**Task statement**
The lines to copy are those in the listing below that contain the word "name".

:: Supplied information

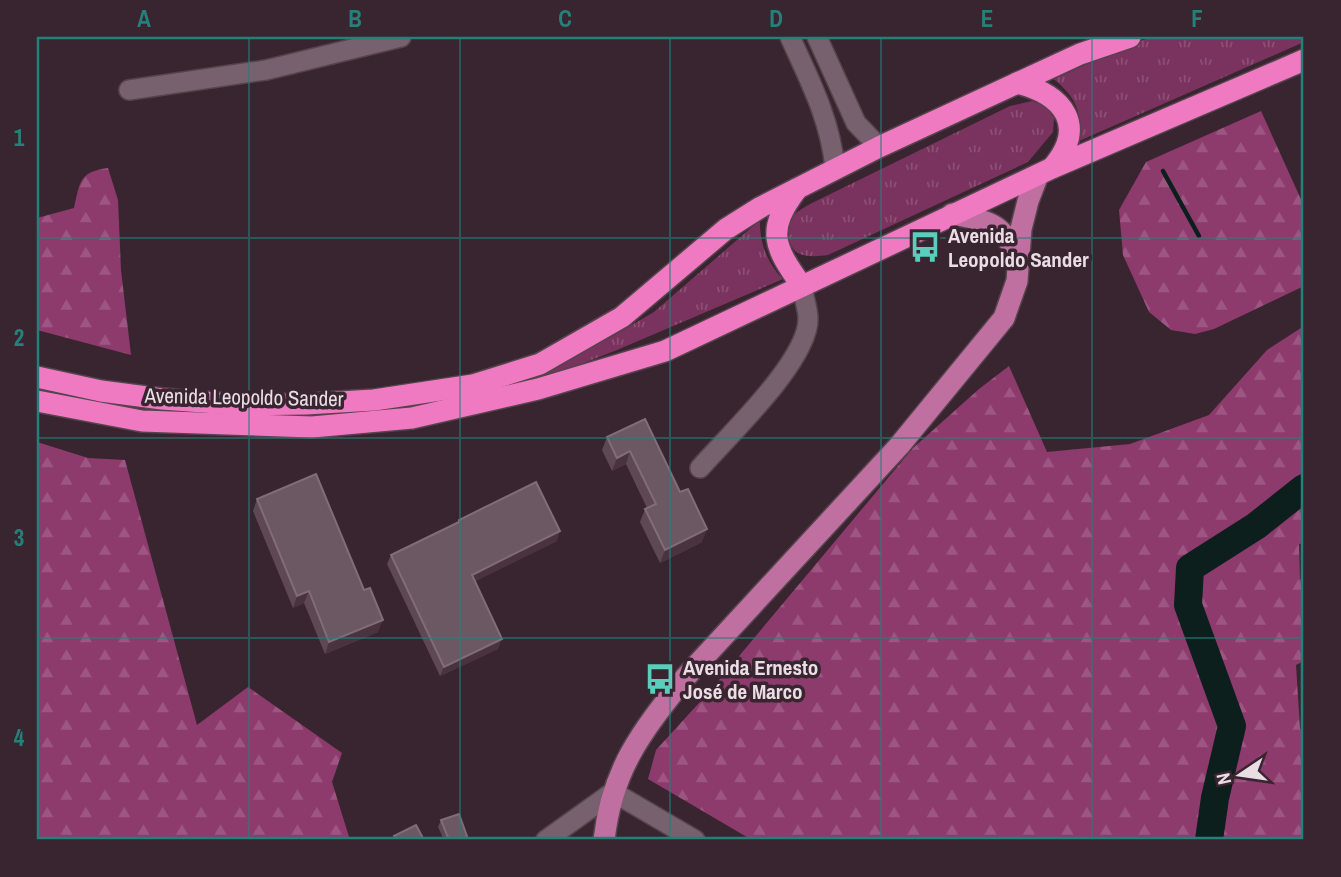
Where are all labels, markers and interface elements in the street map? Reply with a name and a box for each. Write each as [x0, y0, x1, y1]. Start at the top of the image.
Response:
text: A [137, 3, 151, 34]
text: B [348, 3, 362, 34]
text: C [558, 3, 572, 34]
text: D [769, 3, 783, 34]
text: E [981, 3, 993, 34]
text: F [1191, 3, 1203, 34]
text: 1 [14, 122, 25, 153]
place label: Avenida Leopoldo Sander [948, 221, 1089, 274]
bus stop icon: Avenida Leopoldo Sander [908, 230, 942, 264]
text: 2 [14, 322, 24, 353]
street label: Avenida Leopoldo Sander [143, 381, 344, 413]
text: 3 [14, 522, 24, 553]
place label: Avenida Ernesto José de Marco [683, 653, 818, 706]
bus stop icon: Avenida Ernesto José de Marco [643, 662, 677, 696]
text: 4 [14, 722, 25, 753]
north arrow [1204, 740, 1274, 810]
text: N [1210, 770, 1237, 787]

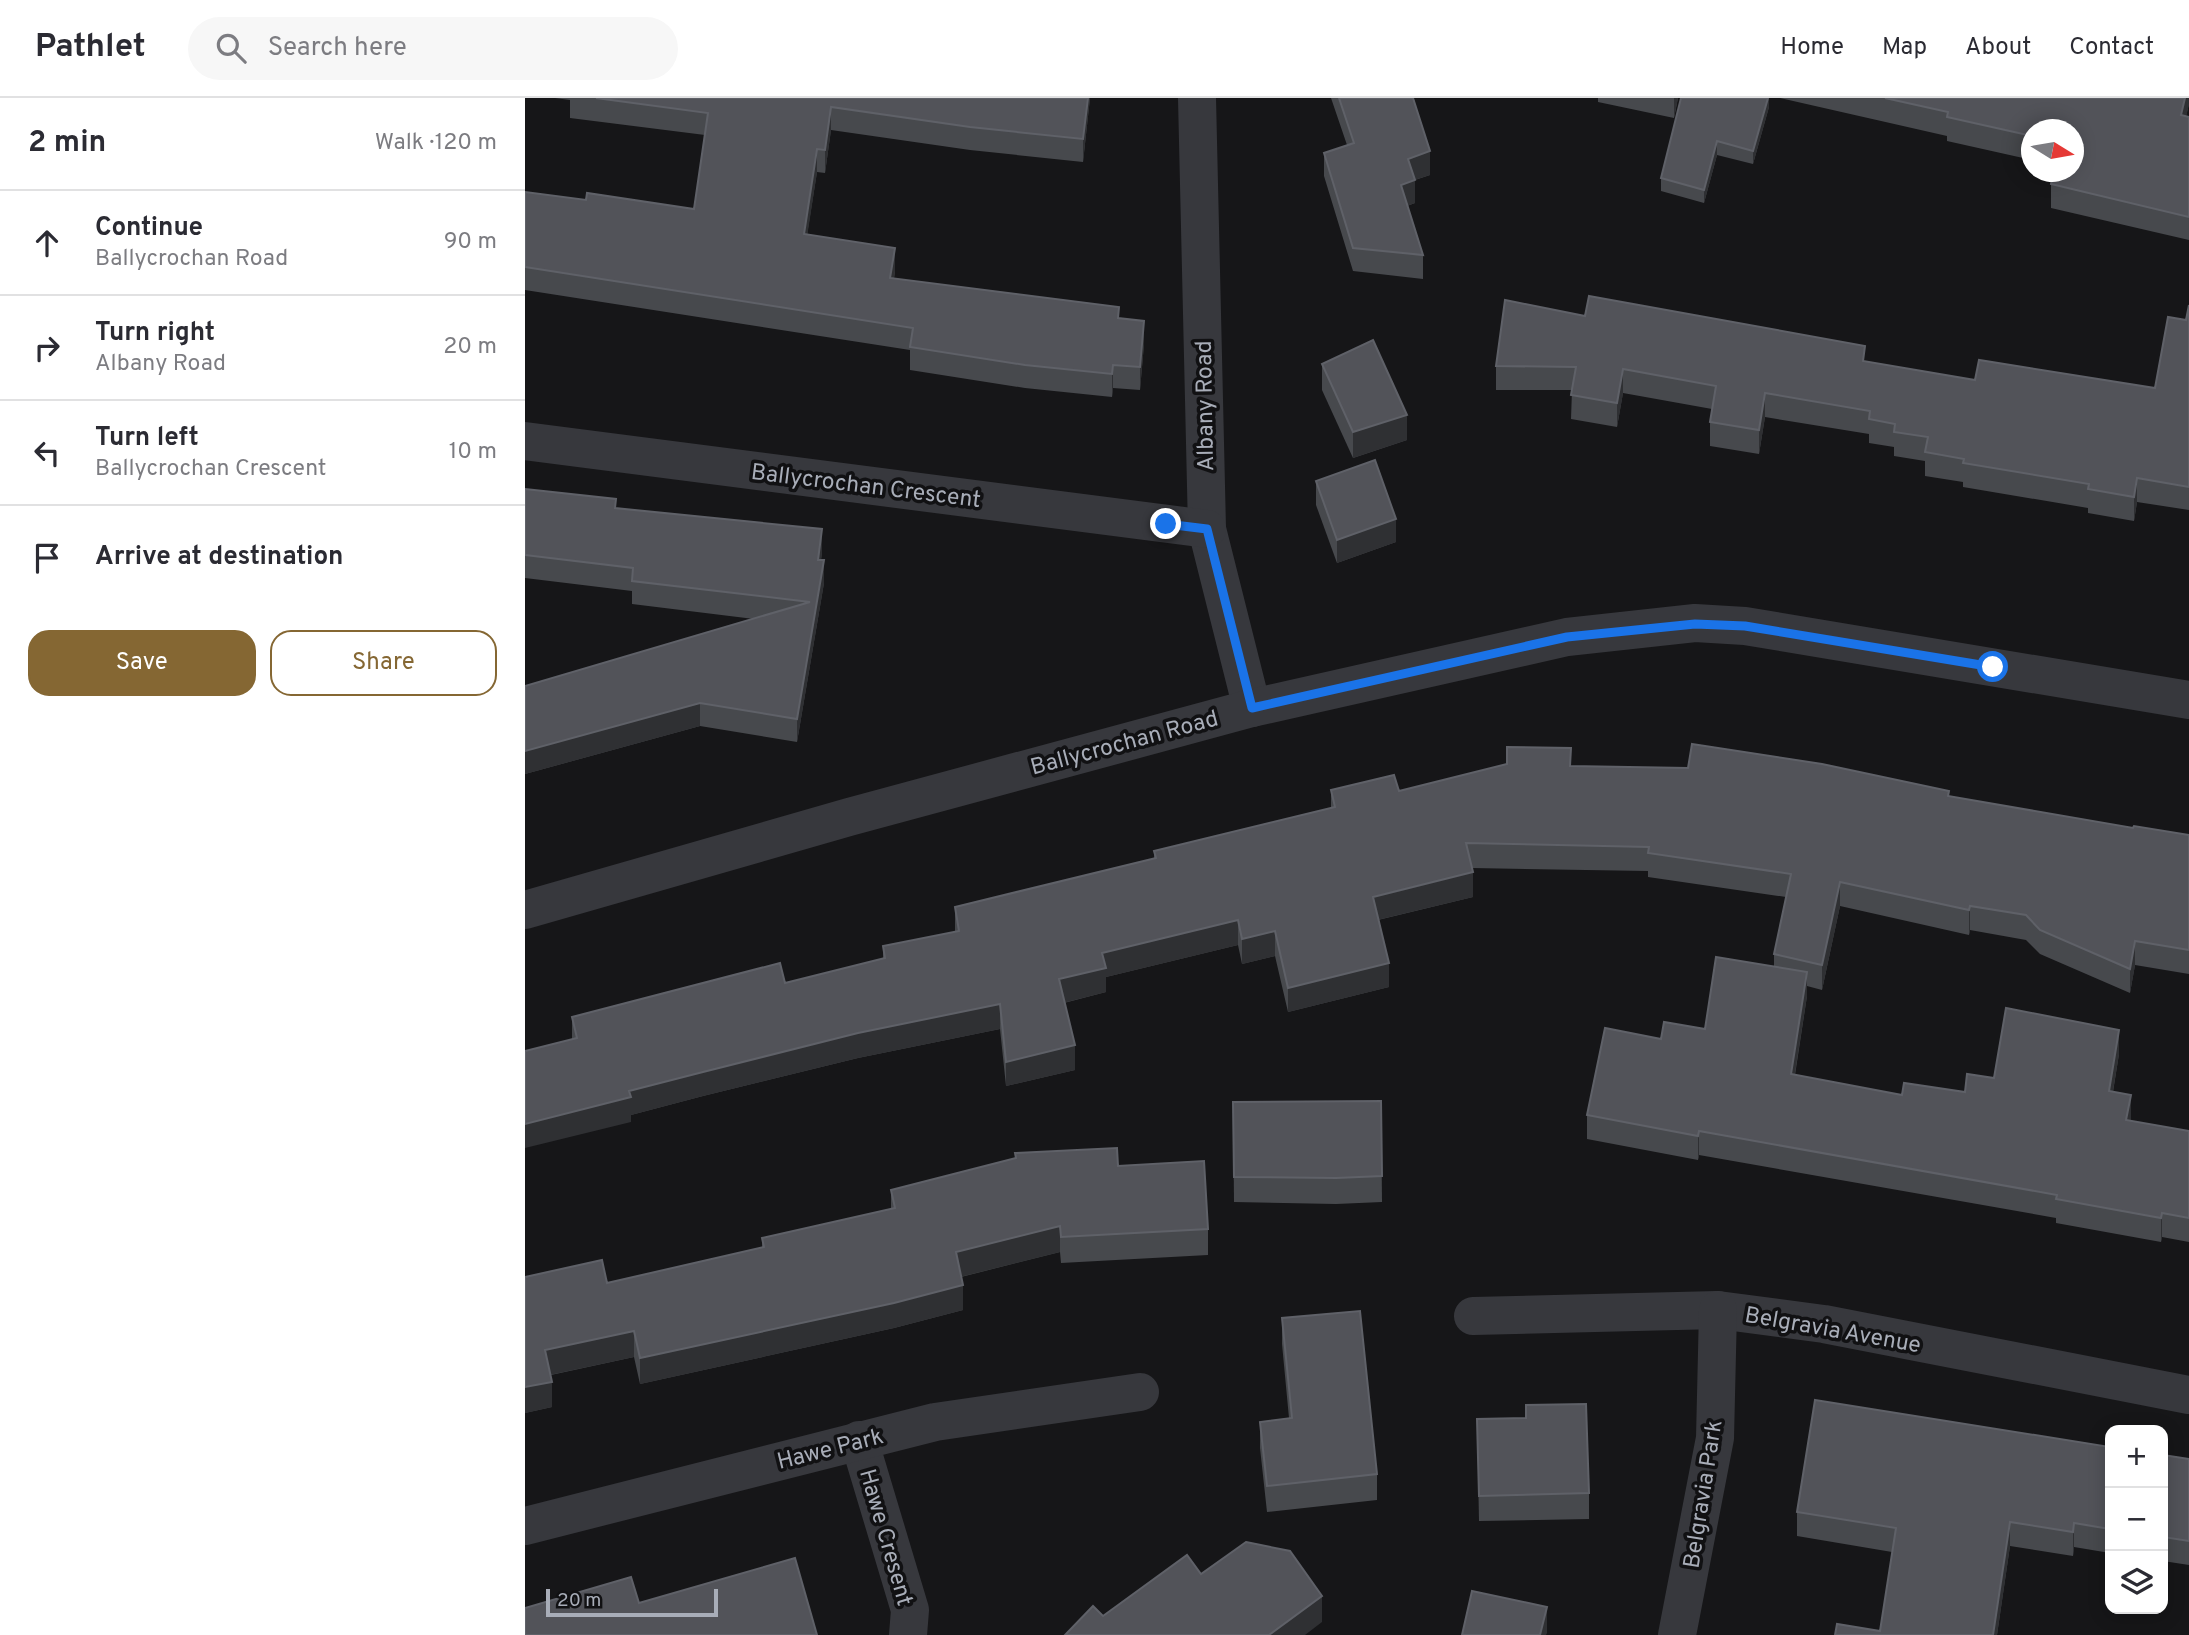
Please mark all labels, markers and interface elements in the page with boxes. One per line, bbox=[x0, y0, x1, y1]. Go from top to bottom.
search box bbox=[188, 17, 678, 80]
text: Pathlet bbox=[35, 27, 146, 69]
icon: search bbox=[212, 29, 250, 67]
text: Search here bbox=[268, 32, 407, 65]
text: Home bbox=[1780, 33, 1844, 63]
text: Map bbox=[1882, 33, 1927, 63]
text: About bbox=[1965, 33, 2031, 63]
text: Contact bbox=[2069, 33, 2154, 63]
north arrow bbox=[2021, 119, 2084, 182]
text: 2 min bbox=[28, 125, 106, 162]
text: Walk · 120 m bbox=[375, 129, 497, 158]
text: Continue bbox=[95, 212, 203, 245]
icon: ahead bbox=[28, 224, 66, 262]
text: 90 m bbox=[444, 228, 497, 257]
text: Ballycrochan Road bbox=[95, 245, 288, 274]
text: Turn right bbox=[95, 317, 215, 350]
icon: right bbox=[28, 329, 66, 367]
text: 20 m bbox=[443, 333, 497, 362]
street label: Albany Road bbox=[1191, 340, 1222, 472]
text: Albany Road bbox=[95, 350, 226, 379]
text: Turn left bbox=[95, 422, 199, 455]
icon: left bbox=[28, 434, 66, 472]
text: 10 m bbox=[449, 438, 497, 467]
text: Ballycrochan Crescent bbox=[95, 455, 326, 484]
street label: Ballycrochan Crescent bbox=[749, 459, 982, 516]
route end bbox=[1150, 508, 1181, 539]
icon: arrive bbox=[28, 539, 66, 577]
text: Arrive at destination bbox=[95, 541, 343, 574]
button: Save bbox=[28, 630, 256, 696]
button: Share bbox=[270, 630, 497, 696]
route start bbox=[1977, 651, 2008, 682]
street label: Ballycrochan Road bbox=[1028, 705, 1222, 783]
street label: Belgravia Avenue bbox=[1742, 1302, 1923, 1361]
street label: Belgravia Park bbox=[1678, 1418, 1731, 1571]
street label: Hawe Park bbox=[774, 1423, 887, 1478]
map controls bbox=[2105, 1425, 2168, 1614]
button: + bbox=[2105, 1425, 2168, 1488]
street label: Hawe Cresent bbox=[851, 1466, 918, 1610]
button: − bbox=[2105, 1488, 2168, 1551]
button: layers bbox=[2105, 1551, 2168, 1614]
scale bar bbox=[546, 1586, 717, 1618]
text: 20 m bbox=[557, 1589, 601, 1613]

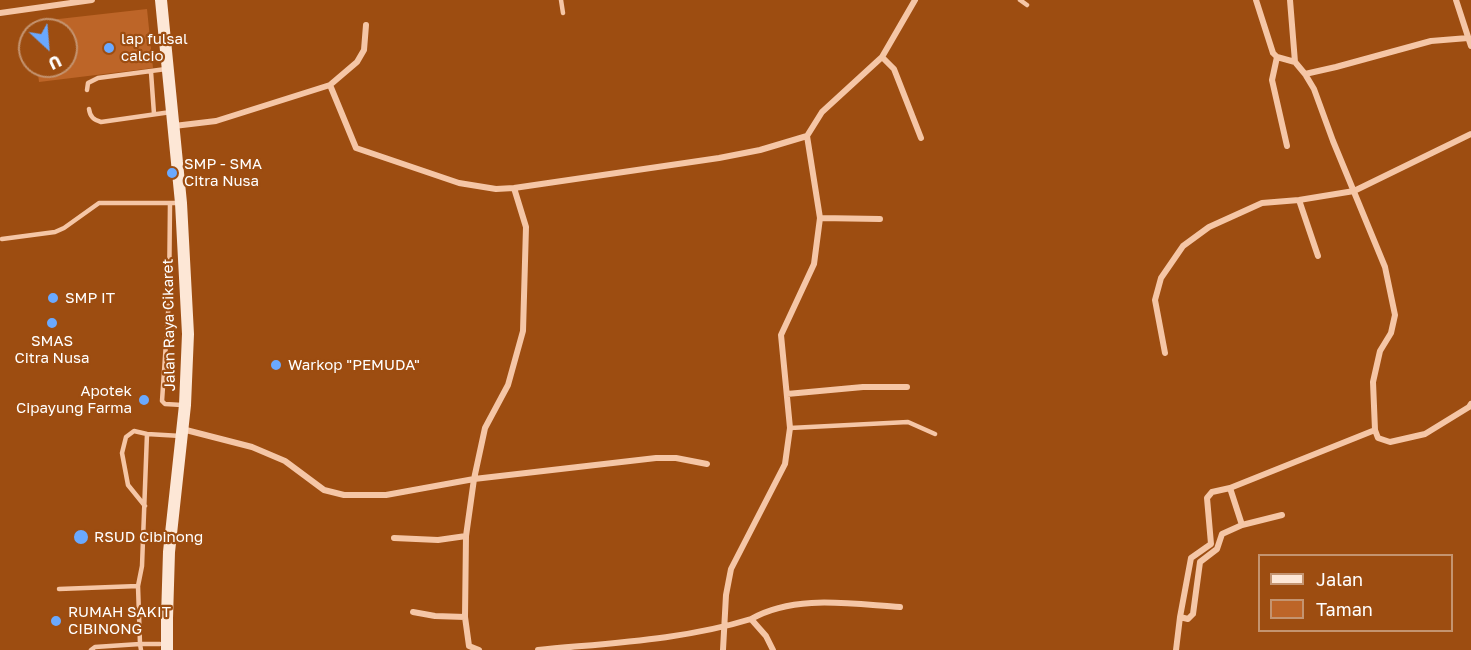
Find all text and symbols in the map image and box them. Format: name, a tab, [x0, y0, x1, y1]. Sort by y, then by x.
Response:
north arrow	[18, 18, 78, 78]
place label: lap fulsal calcio	[121, 30, 188, 65]
marker: lap fulsal calcio	[102, 41, 116, 55]
text: U	[45, 51, 65, 74]
place label: SMP - SMA Citra Nusa	[184, 155, 262, 190]
marker: SMP - SMA Citra Nusa	[165, 166, 179, 180]
street label: Jalan Raya Cikaret	[159, 258, 179, 392]
place label: SMP IT	[65, 289, 115, 307]
marker: SMP IT	[46, 291, 60, 305]
marker: SMAS Citra Nusa	[45, 316, 59, 330]
place label: SMAS Citra Nusa	[14, 332, 90, 367]
place label: Warkop "PEMUDA"	[288, 356, 420, 374]
marker: Warkop "PEMUDA"	[269, 358, 283, 372]
place label: Apotek Cipayung Farma	[16, 382, 132, 417]
marker: Apotek Cipayung Farma	[137, 393, 151, 407]
marker: RSUD Cibinong	[72, 528, 90, 546]
place label: RSUD Cibinong	[94, 528, 203, 546]
legend	[1258, 554, 1453, 632]
text: Jalan	[1316, 568, 1363, 590]
text: Taman	[1316, 598, 1373, 620]
place label: RUMAH SAKIT CIBINONG	[68, 603, 171, 638]
marker: RUMAH SAKIT CIBINONG	[49, 614, 63, 628]

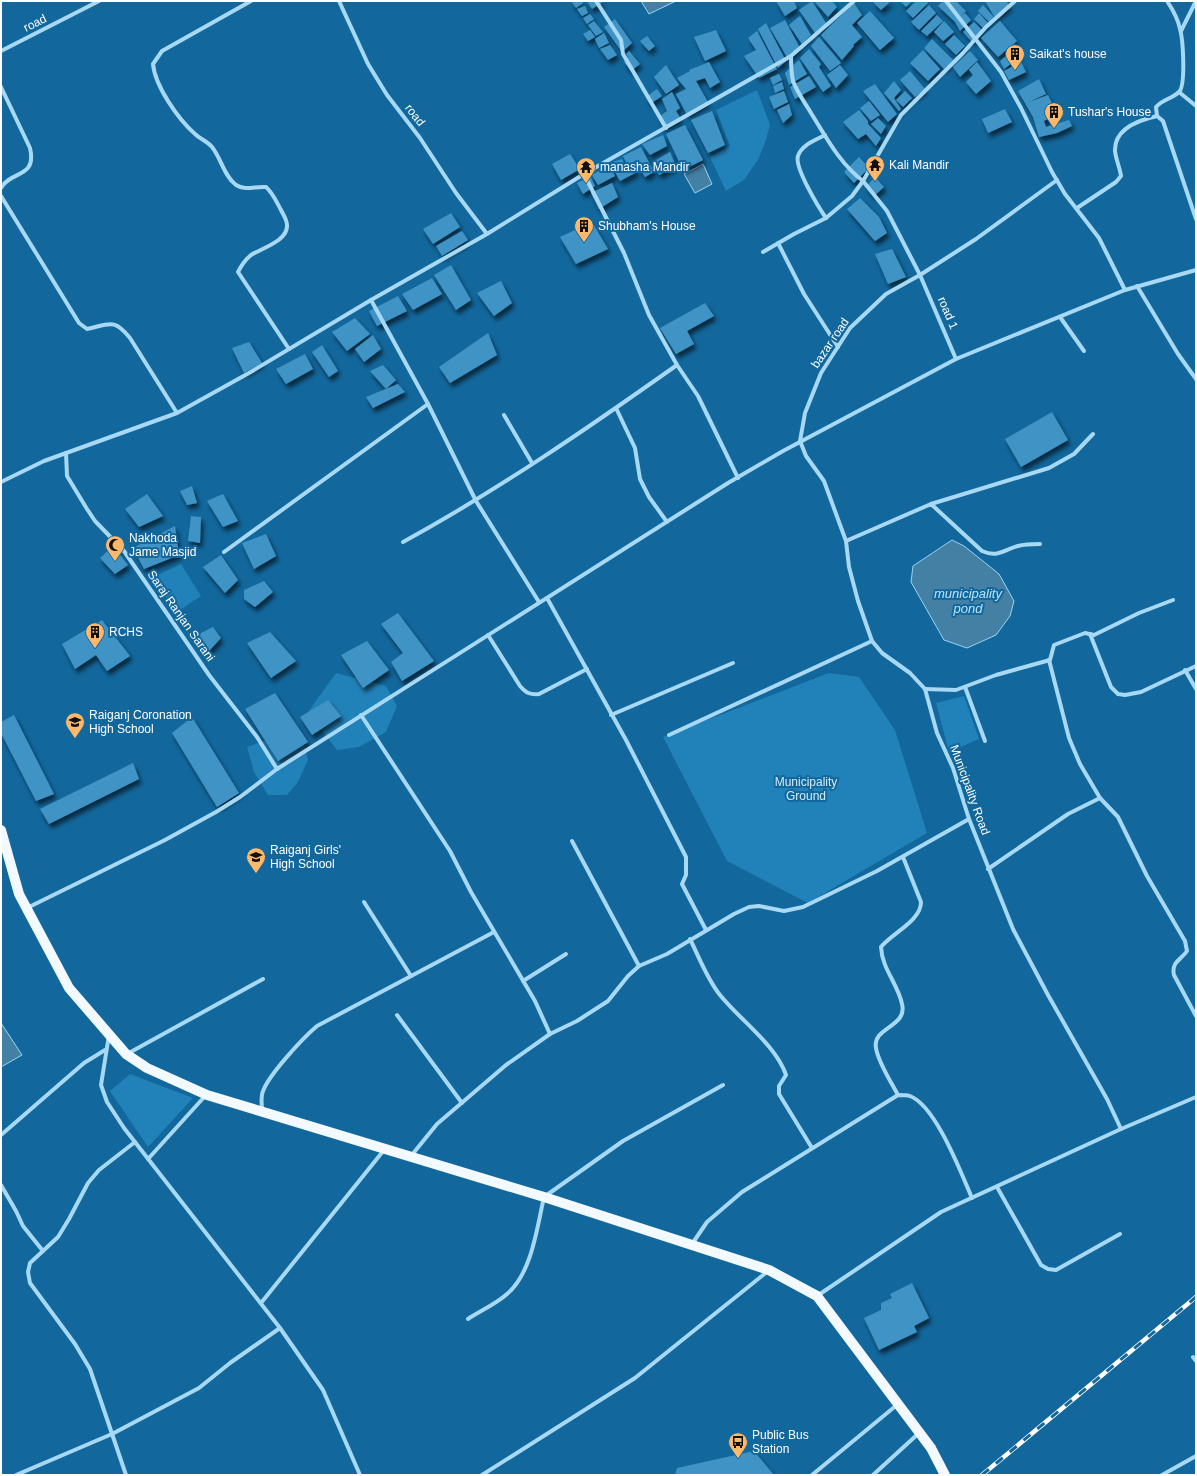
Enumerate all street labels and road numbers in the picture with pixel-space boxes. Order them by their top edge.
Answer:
street label: road [21,11,49,35]
street label: road [402,101,428,129]
street label: road 1 [935,295,961,332]
street label: bazar road [808,315,852,371]
street label: Saraj Ranjan Sarani [144,568,218,664]
street label: Municipality Road [947,743,993,837]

::::

**Task solution**
Where are all labels, markers and interface elements in the street map? Reply with a name and a box for each. Write each as [x0, y0, x1, y1]. Start at the top of the image.
Find all text and symbols in the map image and box them. Format: name, a tab, [x0, y0, x1, y1]. Sort by y, then by x.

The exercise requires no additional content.